**What to do**
Exclude any images and output the remaining records exactly.

**** Data shown ****

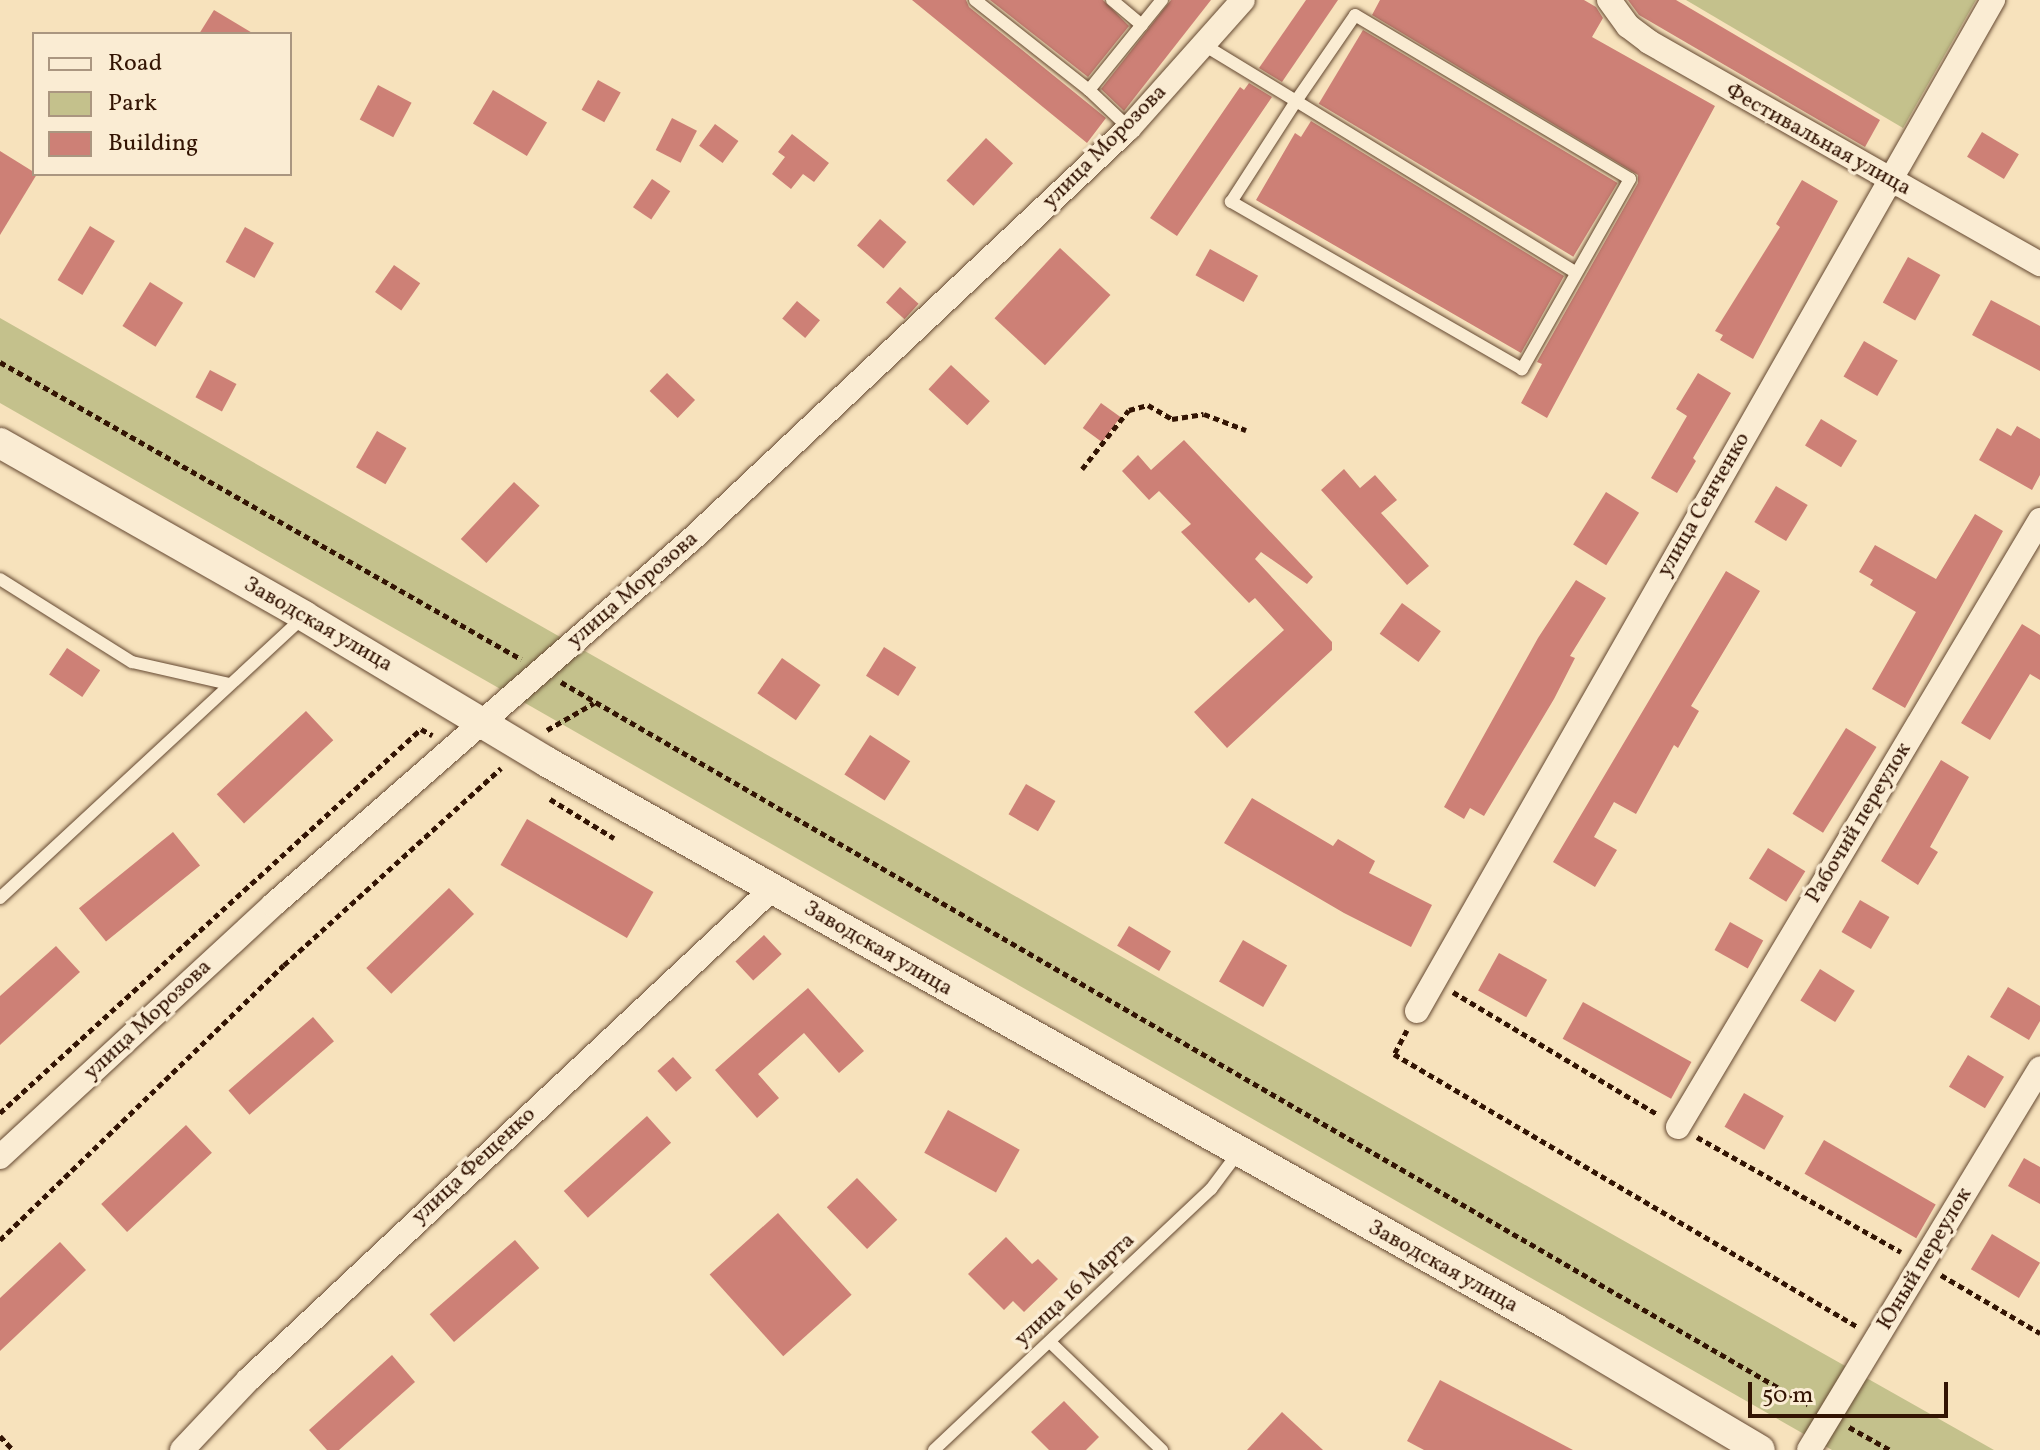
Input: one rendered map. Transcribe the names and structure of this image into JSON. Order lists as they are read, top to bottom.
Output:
{
  "streets": {
    "street": [
      "Фестивальная улица",
      "улица Морозова",
      "улица Сенченко",
      "Заводская улица",
      "Рабочий переулок",
      "улица Фещенко",
      "Юный переулок"
    ],
    "lane": ["улица 16 Марта"]
  },
  "crossings": [
    ["Фестивальная улица", "улица Сенченко"],
    ["улица Морозова", "Заводская улица"],
    ["Заводская улица", "улица Фещенко"],
    ["Заводская улица", "улица 16 Марта"]
  ],
  "legend": ["Road", "Park", "Building"],
  "scale_bar": "50 m"
}
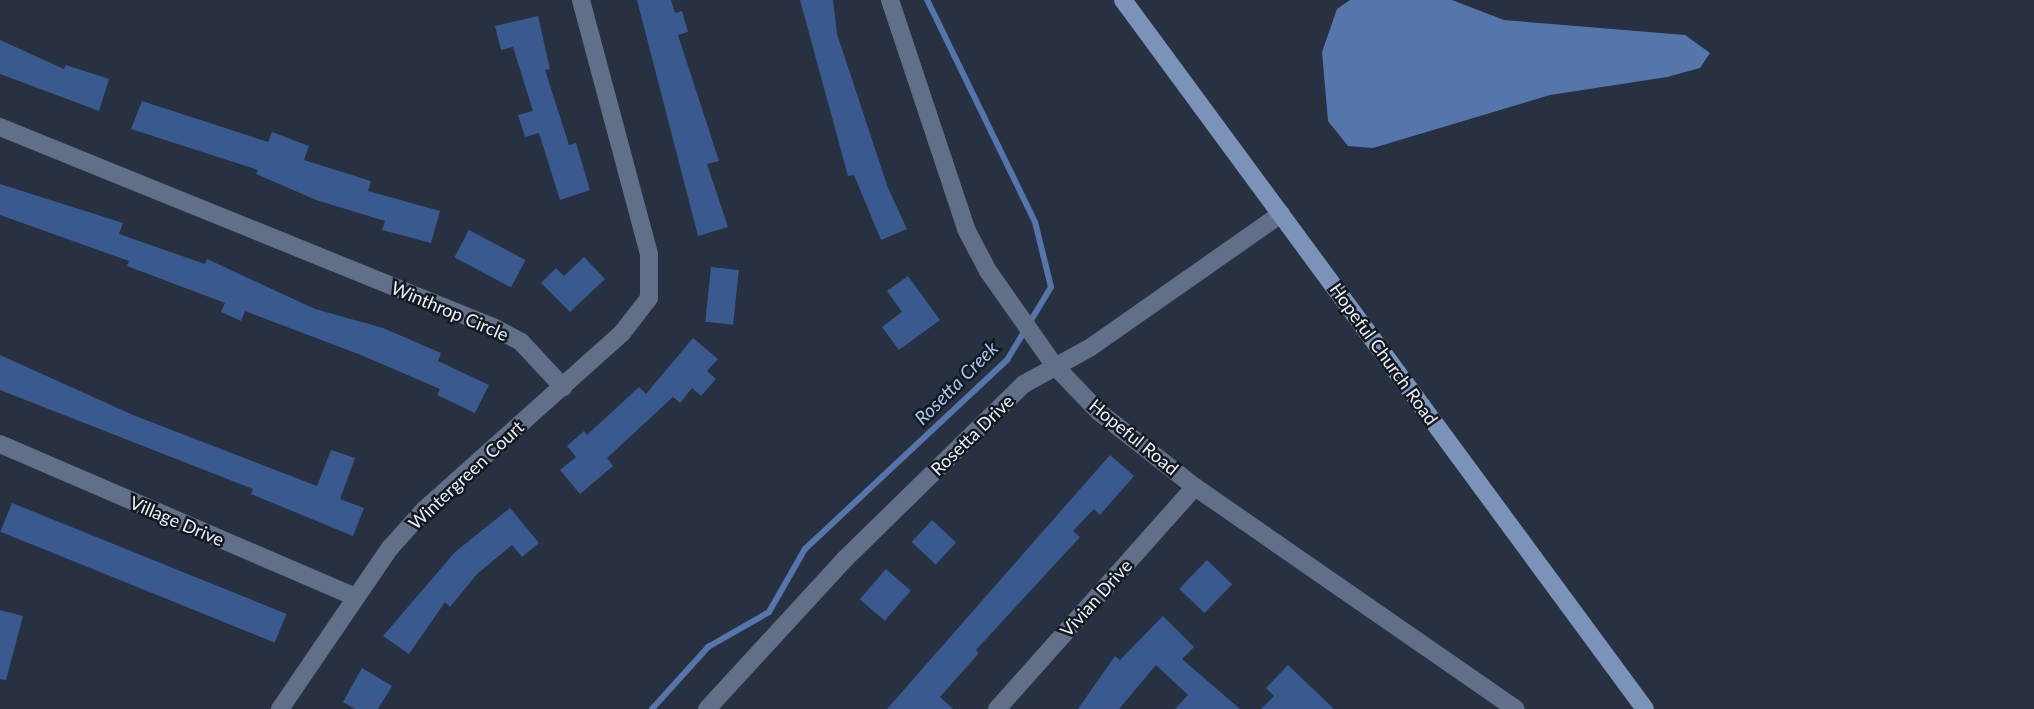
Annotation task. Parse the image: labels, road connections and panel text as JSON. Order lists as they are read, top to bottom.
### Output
{
  "streets": {
    "main road": ["Hopeful Church Road"],
    "street": [
      "Winthrop Circle",
      "Rosetta Drive",
      "Hopeful Road",
      "Wintergreen Court",
      "Village Drive",
      "Vivian Drive"
    ]
  },
  "crossings": [
    ["Winthrop Circle", "Wintergreen Court"],
    ["Hopeful Church Road", "Rosetta Drive"],
    ["Rosetta Drive", "Hopeful Road"],
    ["Hopeful Road", "Vivian Drive"],
    ["Wintergreen Court", "Village Drive"]
  ],
  "water": ["Rosetta Creek"]
}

****

**Task answer**
Input: one rendered map. Transcribe the names and structure of this image into JSON. Order lists as they are read, top to bottom.
Output:
{
  "streets": {
    "street": [
      "Фестивальная улица",
      "улица Морозова",
      "улица Сенченко",
      "Заводская улица",
      "Рабочий переулок",
      "улица Фещенко",
      "Юный переулок"
    ],
    "lane": ["улица 16 Марта"]
  },
  "crossings": [
    ["Фестивальная улица", "улица Сенченко"],
    ["улица Морозова", "Заводская улица"],
    ["Заводская улица", "улица Фещенко"],
    ["Заводская улица", "улица 16 Марта"]
  ],
  "legend": ["Road", "Park", "Building"],
  "scale_bar": "50 m"
}
Annotation task. Parse the image: labels, road connections and panel text as JSON. Order lists as they are read, top to bottom.
### Output
{
  "streets": {
    "main road": ["Hopeful Church Road"],
    "street": [
      "Winthrop Circle",
      "Rosetta Drive",
      "Hopeful Road",
      "Wintergreen Court",
      "Village Drive",
      "Vivian Drive"
    ]
  },
  "crossings": [
    ["Winthrop Circle", "Wintergreen Court"],
    ["Hopeful Church Road", "Rosetta Drive"],
    ["Rosetta Drive", "Hopeful Road"],
    ["Hopeful Road", "Vivian Drive"],
    ["Wintergreen Court", "Village Drive"]
  ],
  "water": ["Rosetta Creek"]
}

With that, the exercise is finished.